Hassan Syed
Hassan Syed

Reputation: 20485

Lua iterator to array

In Lua parlance, is there any syntactic sugar for turning an iterator function into an array (repeated invocations with results stored in ascending indices), perhaps something in the standard library ?

I'm tokenizing a string belonging to a protocol and need to to have positional access to elements at the start of the string, and the end of the string is a variant collection.

The code (specific to my use-case) is as follows, I find it hard to believe that it isn't in the standard library :d

local array_tokenise = function (line)
    local i = 1;
    local array = {};

    for item in string.gmatch(line,"%w+") do
      array[i] = item;
      i = i +1
    end

    return array
  end

Upvotes: 10

Views: 8717

Answers (3)

Deco
Deco

Reputation: 5159

As Nicol Bolas said, there is no standard library function that performs the action you desire.

Here is a utility function that extends the table library:

function table.build(build_fn, iterator_fn, state, ...)
    build_fn = (
            build_fn
        or  function(arg)
                return arg
            end
    )
    local res, res_i = {}, 1
    local vars = {...}
    while true do
        vars = {iterator_fn(state, vars[1])}
        if vars[1] == nil then break end
        --build_fn(unpack(vars)) -- see https://web.archive.org/web/20120708033619/http://trac.caspring.org/wiki/LuaPerformance : TEST 3
        res[res_i] = build_fn(vars)
        res_i = res_i+1
    end
    return res
end

Here is some example code demonstrating usage:

require"stringify"

local t1 = {4, 5, 6, {"crazy cake!"}}
local t2 = {a = "x", b = "y", c = "z"}
print(stringify(table.build(nil, pairs(t1))))
print(stringify(table.build(nil, pairs(t2))))
print(stringify(table.build(
        function(arg) -- arg[1] = k, arg[2] = v
            return tostring(arg[1]).." = "..tostring(arg[2])
        end
    ,   pairs(t1)
)))

local poetry = [[
    Roses are red, violets are blue.
    I like trains, and so do you!
    
    By the way, oranges are orange.
    Also!
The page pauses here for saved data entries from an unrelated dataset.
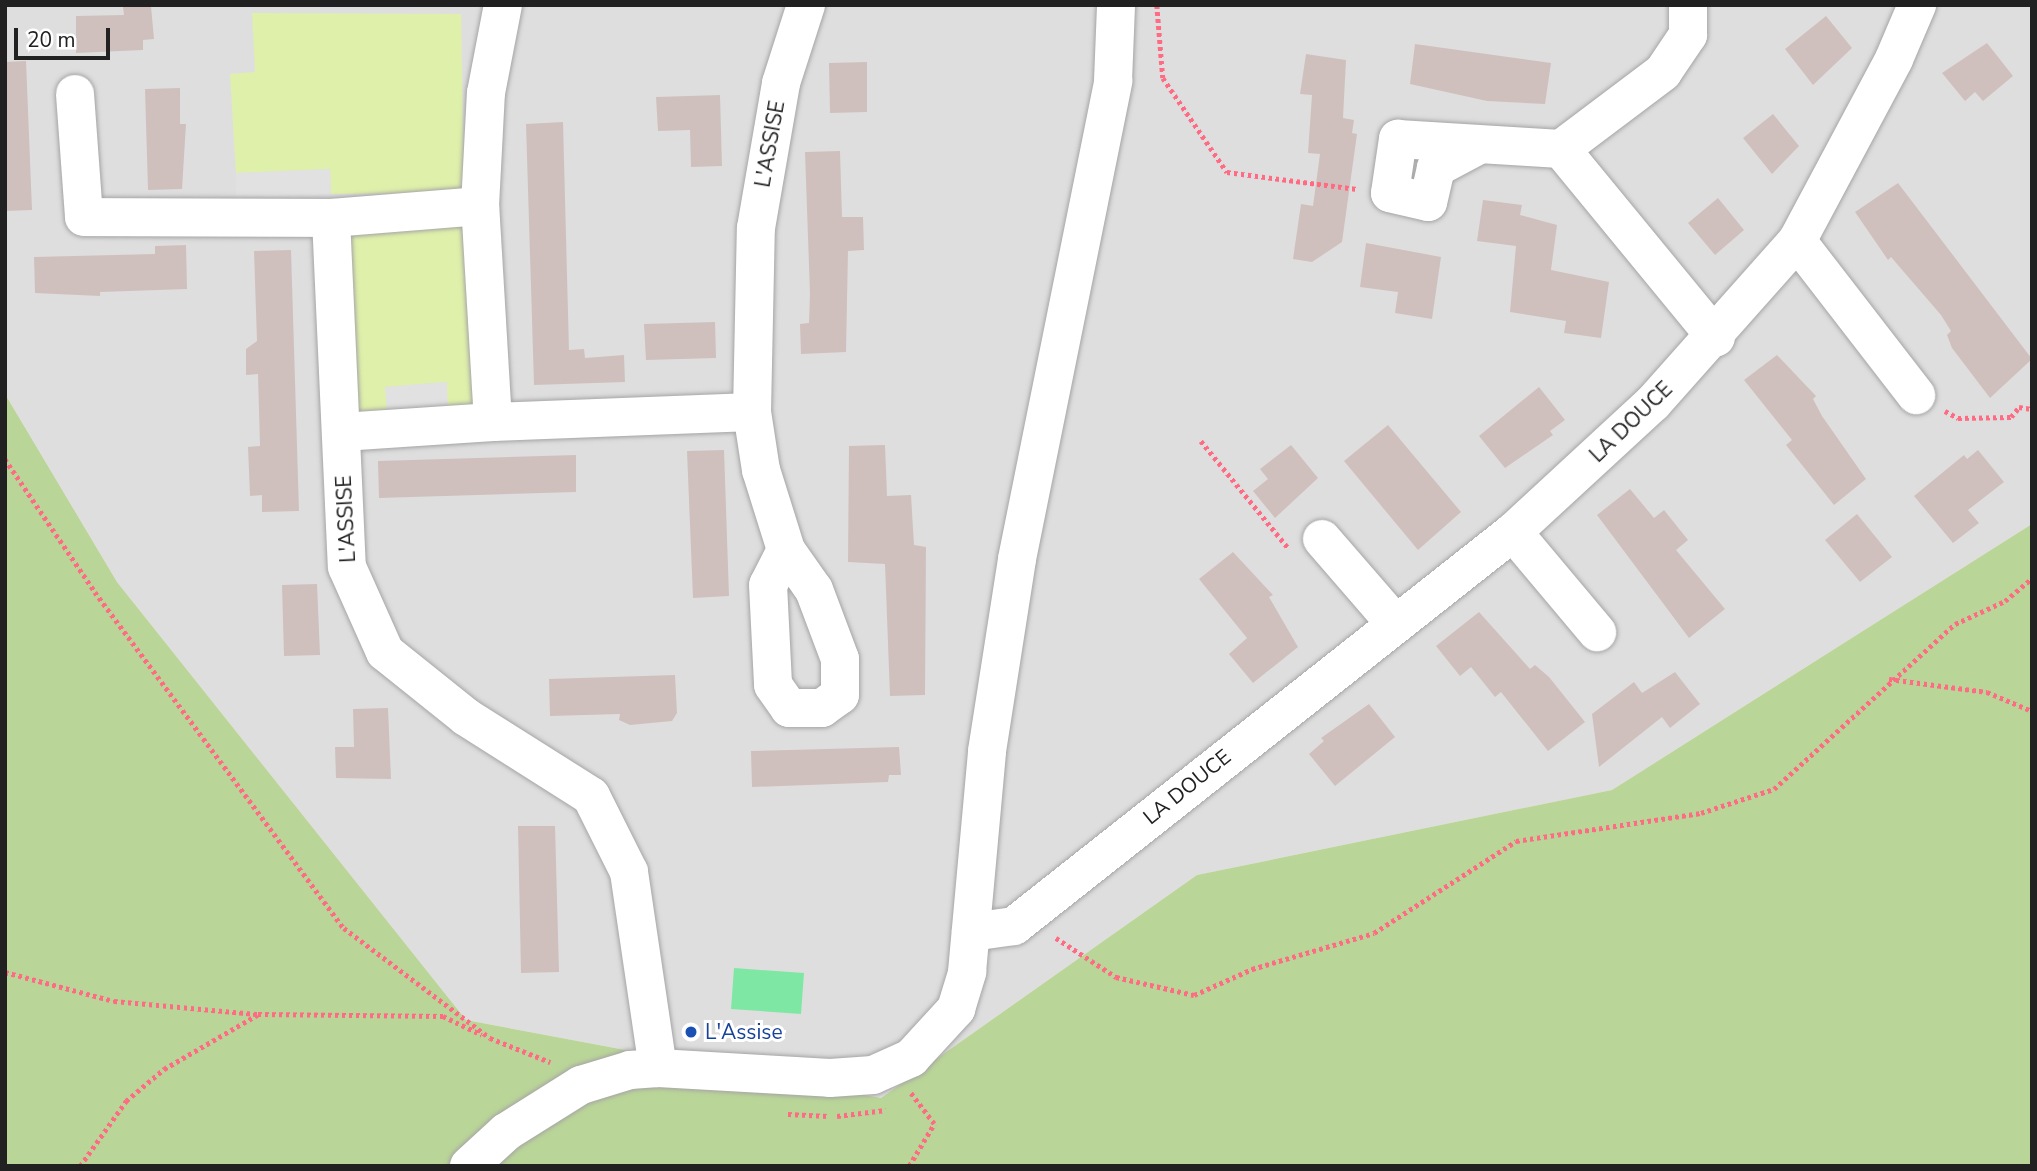 <!DOCTYPE html>
<html>
<head>
<meta charset="utf-8">
<style>
	body { margin:0 }
	#map { position:relative; width:2037px; height:1171px; overflow:hidden; background:#f2ece7; font-family:"Nunito Sans",sans-serif }
	div>[style] { position:absolute }
	.residential>* { inset:0; background:#dfdede }
	.grass>* { inset:0; background:#dff0aa }
	.forest>* { inset:0; background:#bad598 }
	.pitch>* { inset:0; background:#7fe7a4 }
	.parking>* { inset:0; background:#e1e1e1 }
	.building>* { inset:0; background:#cfc0bd }
	.path>* { height:4.5px; margin-top:-2.25px; transform-origin:0; background:repeating-linear-gradient(90deg,#ff6b83 0 3.5px,transparent 0 7px) }
	.roads { filter:drop-shadow(0 0 2px #a5a5a5) drop-shadow(0 0 2px #a5a5a5) }
	.minor>* { height:38px; margin:-19px; padding:0 19px; transform-origin:19px; border-radius:19px; background:#fff }
	.dots>* { width:19px; height:19px; translate:-50% -50%; box-sizing:border-box; border:4px solid #fff; border-radius:50% }
	span { translate:-50% -50%; white-space:nowrap; text-align:center; line-height:1.15; -webkit-text-stroke:6px #fff; paint-order:stroke }
	.street-label { font-size:21px; color:#212121 }
	.transit-label { font-size:21px; color:#164399 }
	.left { translate:0 -50%; text-align:left }
	.frame { position:absolute; inset:0; border:7px solid #212121; pointer-events:none }
	.scale { position:absolute; left:14px; top:28px; width:96px; height:32px; box-sizing:border-box; border:4px solid #212121; border-top:0; padding-left:9px; font-size:21px; line-height:24px; white-space:nowrap; color:#212121; -webkit-text-stroke:5px #fff; paint-order:stroke }
</style>
</head>
<body>
<div id="map">
	<div class="residential">
		<div style="clip-path:polygon(11px 5px,2032px 5px,2032px 524px,1612px 790px,1197px 875px,881px 1098px,466px 1020px,117px 582px,5px 394px,5px 8px)"></div>
	</div>
	<div class="grass">
		<div style="clip-path:polygon(252px 13px,461px 14px,464px 193px,331px 194px,330px 169px,236px 173px,230px 74px,255px 72px)"></div>
		<div style="clip-path:polygon(470px 224px,479px 412px,448px 413px,446px 382px,386px 387px,387px 414px,355px 414px,344px 232px)"></div>
	</div>
	<div class="forest">
		<div style="clip-path:polygon(5px 394px,117px 582px,466px 1020px,881px 1098px,1197px 875px,1612px 790px,2032px 524px,2032px 1166px,5px 1166px)"></div>
	</div>
	<div class="pitch">
		<div style="clip-path:polygon(734px 968px,804px 973px,801px 1014px,731px 1009px)"></div>
	</div>
	<div class="parking">
		<div style="clip-path:polygon(330px 169px,331px 194px,236px 197px,236px 173px)"></div>
		<div style="clip-path:polygon(447px 382px,448px 413px,387px 414px,385px 387px)"></div>
	</div>
	<div class="building">
		<div style="clip-path:polygon(151px 6px,154px 39px,143px 40px,143px 50px,76px 53px,76px 16px,124px 15px,123px 7px)"></div>
		<div style="clip-path:polygon(1826px 16px,1852px 48px,1813px 85px,1785px 49px)"></div>
		<div style="clip-path:polygon(1987px 43px,2013px 76px,1983px 101px,1975px 92px,1965px 101px,1942px 73px)"></div>
		<div style="clip-path:polygon(1415px 44px,1551px 63px,1545px 104px,1487px 101px,1410px 84px)"></div>
		<div style="clip-path:polygon(1306px 54px,1346px 60px,1343px 118px,1354px 120px,1352px 133px,1357px 134px,1342px 242px,1312px 262px,1293px 259px,1301px 204px,1313px 206px,1320px 154px,1308px 153px,1312px 95px,1300px 94px)"></div>
		<div style="clip-path:polygon(26px 61px,32px 210px,5px 211px,5px 62px)"></div>
		<div style="clip-path:polygon(867px 62px,867px 112px,830px 113px,829px 63px)"></div>
		<div style="clip-path:polygon(180px 88px,180px 124px,186px 124px,182px 189px,148px 190px,145px 89px)"></div>
		<div style="clip-path:polygon(720px 95px,722px 166px,691px 167px,690px 130px,658px 131px,656px 97px)"></div>
		<div style="clip-path:polygon(1773px 114px,1799px 146px,1772px 174px,1743px 138px)"></div>
		<div style="clip-path:polygon(563px 122px,569px 350px,584px 349px,585px 358px,624px 355px,625px 382px,534px 385px,526px 124px)"></div>
		<div style="clip-path:polygon(840px 151px,842px 217px,863px 217px,864px 250px,848px 251px,846px 352px,801px 354px,800px 324px,809px 323px,810px 294px,805px 152px)"></div>
		<div style="clip-path:polygon(1898px 183px,2032px 359px,1990px 398px,1952px 348px,1947px 335px,1951px 331px,1941px 315px,1891px 257px,1888px 260px,1855px 212px)"></div>
		<div style="clip-path:polygon(1718px 198px,1744px 230px,1715px 255px,1688px 223px)"></div>
		<div style="clip-path:polygon(1483px 200px,1522px 205px,1520px 215px,1557px 225px,1551px 270px,1609px 282px,1601px 338px,1564px 333px,1566px 321px,1510px 312px,1516px 246px,1477px 241px)"></div>
		<div style="clip-path:polygon(1366px 243px,1441px 257px,1432px 319px,1395px 313px,1398px 292px,1360px 287px)"></div>
		<div style="clip-path:polygon(186px 245px,187px 289px,100px 292px,100px 296px,35px 293px,34px 257px,155px 254px,155px 246px)"></div>
		<div style="clip-path:polygon(291px 250px,299px 511px,262px 512px,262px 495px,250px 496px,248px 447px,260px 446px,258px 374px,246px 375px,246px 349px,257px 341px,254px 251px)"></div>
		<div style="clip-path:polygon(715px 322px,716px 358px,646px 360px,644px 324px)"></div>
		<div style="clip-path:polygon(1777px 355px,1816px 396px,1813px 399px,1822px 416px,1866px 479px,1834px 505px,1786px 445px,1792px 440px,1744px 380px)"></div>
		<div style="clip-path:polygon(1539px 387px,1565px 420px,1550px 431px,1553px 435px,1505px 468px,1479px 436px)"></div>
		<div style="clip-path:polygon(1388px 425px,1461px 512px,1418px 550px,1344px 461px)"></div>
		<div style="clip-path:polygon(885px 445px,887px 496px,911px 495px,914px 545px,926px 547px,925px 695px,890px 696px,885px 564px,848px 562px,849px 446px)"></div>
		<div style="clip-path:polygon(1291px 445px,1318px 478px,1275px 518px,1253px 491px,1268px 479px,1260px 469px)"></div>
		<div style="clip-path:polygon(724px 450px,729px 596px,693px 598px,687px 451px)"></div>
		<div style="clip-path:polygon(1978px 450px,2004px 482px,1968px 510px,1979px 523px,1953px 543px,1914px 496px,1964px 455px,1967px 459px)"></div>
		<div style="clip-path:polygon(576px 455px,576px 492px,379px 498px,378px 461px)"></div>
		<div style="clip-path:polygon(1630px 489px,1654px 518px,1664px 510px,1688px 540px,1676px 550px,1725px 609px,1689px 638px,1597px 515px)"></div>
		<div style="clip-path:polygon(1857px 514px,1892px 557px,1860px 582px,1825px 540px)"></div>
		<div style="clip-path:polygon(1233px 552px,1273px 595px,1269px 597px,1298px 647px,1253px 683px,1229px 654px,1247px 638px,1199px 579px)"></div>
		<div style="clip-path:polygon(317px 584px,320px 655px,284px 656px,282px 585px)"></div>
		<div style="clip-path:polygon(1479px 612px,1530px 669px,1535px 665px,1549px 677px,1585px 722px,1548px 751px,1501px 692px,1495px 697px,1471px 667px,1460px 676px,1436px 646px)"></div>
		<div style="clip-path:polygon(1675px 672px,1700px 704px,1670px 728px,1662px 717px,1599px 767px,1592px 714px,1634px 682px,1642px 693px)"></div>
		<div style="clip-path:polygon(675px 675px,677px 713px,672px 721px,630px 725px,619px 720px,620px 714px,550px 716px,549px 679px)"></div>
		<div style="clip-path:polygon(1369px 704px,1395px 737px,1335px 786px,1309px 754px,1324px 741px,1321px 738px)"></div>
		<div style="clip-path:polygon(388px 708px,391px 779px,336px 778px,335px 747px,354px 747px,353px 709px)"></div>
		<div style="clip-path:polygon(899px 747px,901px 775px,889px 775px,888px 782px,752px 787px,751px 751px)"></div>
		<div style="clip-path:polygon(518px 826px,555px 826px,559px 972px,521px 973px)"></div>
	</div>
	<div class="path">
		<div style="left:1157px;top:5px;width:73px;rotate:85.3deg"></div>
		<div style="left:1163px;top:78px;width:114px;rotate:55.8deg"></div>
		<div style="left:1227px;top:172px;width:131px;rotate:7.5deg"></div>
		<div style="left:1945px;top:411px;width:15px;rotate:28deg"></div>
		<div style="left:1958px;top:418px;width:53px;rotate:-1.1deg"></div>
		<div style="left:2011px;top:417px;width:13px;rotate:-51deg"></div>
		<div style="left:2019px;top:407px;width:13px;rotate:9deg"></div>
		<div style="left:1201px;top:441px;width:139px;rotate:50.8deg"></div>
		<div style="left:5px;top:459px;width:161px;rotate:55.9deg"></div>
		<div style="left:95px;top:592px;width:418px;rotate:53.5deg"></div>
		<div style="left:344px;top:928px;width:183px;rotate:37deg"></div>
		<div style="left:1889px;top:679px;width:99px;rotate:7.6deg"></div>
		<div style="left:1987px;top:692px;width:49px;rotate:22.9deg"></div>
		<div style="left:1056px;top:938px;width:72px;rotate:33deg"></div>
		<div style="left:1116px;top:977px;width:80px;rotate:13deg"></div>
		<div style="left:1194px;top:995px;width:64px;rotate:-24.1deg"></div>
		<div style="left:1252px;top:969px;width:127px;rotate:-16.4deg"></div>
		<div style="left:1374px;top:933px;width:169px;rotate:-32.9deg"></div>
		<div style="left:1516px;top:841px;width:187px;rotate:-8.6deg"></div>
		<div style="left:1701px;top:813px;width:77px;rotate:-18.2deg"></div>
		<div style="left:1774px;top:789px;width:245px;rotate:-42.4deg"></div>
		<div style="left:1955px;top:624px;width:55px;rotate:-24.7deg"></div>
		<div style="left:2005px;top:601px;width:35px;rotate:-40deg"></div>
		<div style="left:5px;top:972px;width:113px;rotate:14.9deg"></div>
		<div style="left:114px;top:1001px;width:145px;rotate:5.2deg"></div>
		<div style="left:258px;top:1014px;width:185px;rotate:0.6deg"></div>
		<div style="left:443px;top:1016px;width:43px;rotate:26deg"></div>
		<div style="left:490px;top:1038px;width:65px;rotate:21.8deg"></div>
		<div style="left:788px;top:1114px;width:40px;rotate:2.9deg"></div>
		<div style="left:837px;top:1116px;width:49px;rotate:-7deg"></div>
		<div style="left:80px;top:1166px;width:80px;rotate:-54.7deg"></div>
		<div style="left:126px;top:1101px;width:50px;rotate:-40.1deg"></div>
		<div style="left:164px;top:1069px;width:108px;rotate:-30.1deg"></div>
		<div style="left:909px;top:1166px;width:49px;rotate:-59.2deg"></div>
		<div style="left:934px;top:1124px;width:39px;rotate:-127deg"></div>
	</div>
	<div class="roads">
		<div class="minor">
			<div style="left:75px;top:94px;width:123px;rotate:85.8deg"></div>
			<div style="left:84px;top:217px;width:247px;rotate:0.2deg"></div>
			<div style="left:1479px;top:145px;width:49px;rotate:151.9deg"></div>
			<div style="left:1436px;top:168px;width:35px;rotate:103deg"></div>
			<div style="left:1428px;top:202px;width:39px;rotate:-167deg"></div>
			<div style="left:1390px;top:193px;width:55px;rotate:-81.6deg"></div>
			<div style="left:1398px;top:139px;width:163px;rotate:3.5deg"></div>
			<div style="left:1561px;top:149px;width:244px;rotate:50.6deg"></div>
			<div style="left:1561px;top:149px;width:128px;rotate:-37deg"></div>
			<div style="left:1663px;top:72px;width:45px;rotate:-56deg"></div>
			<div style="left:1688px;top:35px;width:30px;rotate:-90deg"></div>
			<div style="left:480px;top:206px;width:113px;rotate:-87deg"></div>
			<div style="left:486px;top:93px;width:90px;rotate:-79.1deg"></div>
			<div style="left:1797px;top:241px;width:195px;rotate:52.3deg"></div>
			<div style="left:752px;top:412px;width:184px;rotate:-88.8deg"></div>
			<div style="left:756px;top:228px;width:147px;rotate:-80.2deg"></div>
			<div style="left:781px;top:83px;width:82px;rotate:-72.2deg"></div>
			<div style="left:493px;top:422px;width:259px;rotate:-2.2deg"></div>
			<div style="left:752px;top:412px;width:59px;rotate:81.2deg"></div>
			<div style="left:761px;top:470px;width:84px;rotate:72.6deg"></div>
			<div style="left:786px;top:550px;width:39px;rotate:117deg"></div>
			<div style="left:768px;top:585px;width:100px;rotate:87.1deg"></div>
			<div style="left:773px;top:685px;width:28px;rotate:55deg"></div>
			<div style="left:789px;top:708px;width:33px"></div>
			<div style="left:822px;top:708px;width:22px;rotate:-36deg"></div>
			<div style="left:840px;top:695px;width:36px;rotate:-90deg"></div>
			<div style="left:840px;top:659px;width:74px;rotate:-110.6deg"></div>
			<div style="left:814px;top:590px;width:49px;rotate:-125deg"></div>
			<div style="left:342px;top:432px;width:151px;rotate:-3.8deg"></div>
			<div style="left:493px;top:422px;width:216px;rotate:-93.4deg"></div>
			<div style="left:480px;top:206px;width:149px;rotate:175.4deg"></div>
			<div style="left:331px;top:218px;width:349px;rotate:87.4deg"></div>
			<div style="left:347px;top:567px;width:93px;rotate:65.9deg"></div>
			<div style="left:385px;top:652px;width:104px;rotate:38.7deg"></div>
			<div style="left:466px;top:717px;width:148px;rotate:32.3deg"></div>
			<div style="left:591px;top:796px;width:85px;rotate:63.4deg"></div>
			<div style="left:629px;top:872px;width:198px;rotate:81.6deg"></div>
			<div style="left:1513px;top:532px;width:131px;rotate:50deg"></div>
			<div style="left:1322px;top:539px;width:110px;rotate:49.1deg"></div>
			<div style="left:971px;top:932px;width:43px;rotate:-7.9deg"></div>
			<div style="left:1014px;top:926px;width:636px;rotate:-38.29deg"></div>
			<div style="left:1513px;top:532px;width:190px;rotate:-42.7deg"></div>
			<div style="left:1653px;top:403px;width:217px;rotate:-48.4deg"></div>
			<div style="left:1797px;top:241px;width:206px;rotate:-61.9deg"></div>
			<div style="left:1894px;top:59px;width:59px;rotate:-66.9deg"></div>
			<div style="left:469px;top:1166px;width:50px;rotate:-42.6deg"></div>
			<div style="left:506px;top:1132px;width:89px;rotate:-32.1deg"></div>
			<div style="left:581px;top:1085px;width:51px;rotate:-17deg"></div>
			<div style="left:630px;top:1070px;width:28px;rotate:-4deg"></div>
			<div style="left:658px;top:1068px;width:172px;rotate:3.3deg"></div>
			<div style="left:830px;top:1078px;width:43px;rotate:-4deg"></div>
			<div style="left:873px;top:1075px;width:42px;rotate:-24.1deg"></div>
			<div style="left:911px;top:1058px;width:67px;rotate:-47.4deg"></div>
			<div style="left:956px;top:1009px;width:39px;rotate:-73deg"></div>
			<div style="left:967px;top:972px;width:222px;rotate:-84.8deg"></div>
			<div style="left:987px;top:751px;width:194px;rotate:-81.1deg"></div>
			<div style="left:1017px;top:559px;width:488px;rotate:-78.6deg"></div>
			<div style="left:1113px;top:81px;width:76px;rotate:-87.7deg"></div>
		</div>
	</div>
	<div class="dots">
		<div style="left:691px;top:1032px;background:#1a4fb4"></div>
	</div>
	<div class="street-label">
		<span style="left:770px;top:144px;rotate:-80deg">L'ASSISE</span>
		<span style="left:1631px;top:422px;rotate:-44deg">LA DOUCE</span>
		<span style="left:346px;top:519px;rotate:-93deg">L'ASSISE</span>
		<span style="left:1187px;top:787px;rotate:-39deg">LA DOUCE</span>
	</div>
	<div class="transit-label">
		<span class="left" style="left:705px;top:1032px">L'Assise</span>
	</div>
	<div class="frame"></div>
	<div class="scale">20 m</div>
</div>
</body>
</html>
Geez, I almost forgot...
    Lemons are yellow.
]]
print(stringify(table.build(
        function(arg) -- arg[1] == plant, arg[2] == colour
            return (
                    string.upper(string.sub(arg[1], 1, 1))..string.lower(string.sub(arg[1], 2))
                ..  " is "
                ..  string.upper(arg[2]).."!"
            )
        end
    ,   string.gmatch(poetry, "(%a+)s are (%a+)")
)))

Output:

{
    [1] = {
        [1] = 1,
        [2] = 4,
    },
    [2] = {
        [1] = 2,
        [2] = 5,
    },
    [3] = {
        [1] = 3,
        [2] = 6,
    },
    [4] = {
        [1] = 4,
        [2] = {
            [1] = "crazy cake!",
        },
    },
}
{
    [1] = {
        [1] = "a",
        [2] = "x",
    },
    [2] = {
        [1] = "c",
        [2] = "z",
    },
    [3] = {
        [1] = "b",
        [2] = "y",
    },
}
{
    [1] = "1 = 4",
    [2] = "2 = 5",
    [3] = "3 = 6",
    [4] = "4 = table: 00450BE8",
}
{
    [1] = "Rose is RED!",
    [2] = "Violet is BLUE!",
    [3] = "Orange is ORANGE!",
    [4] = "Lemon is YELLOW!",
}

stringify.lua can be found here

Upvotes: 1

GPG
GPG

Reputation: 11

if you are just looking to auto-increment the table key for each data element, you can use table.insert(collection, item) - this will append the item to the collection and sets the key to the collection count + 1

Upvotes: 1

Nicol Bolas
Nicol Bolas

Reputation: 473447

There's no standard library function for it. But really, it's pretty trivial to write:

function BuildArray(...)
  local arr = {}
  for v in ... do
    arr[#arr + 1] = v
  end
  return arr
end

local myArr = BuildArray(<iterator function call>)

This will only work if your iterator function returns single elements. If it returns multiple elements, you'd have to do something different.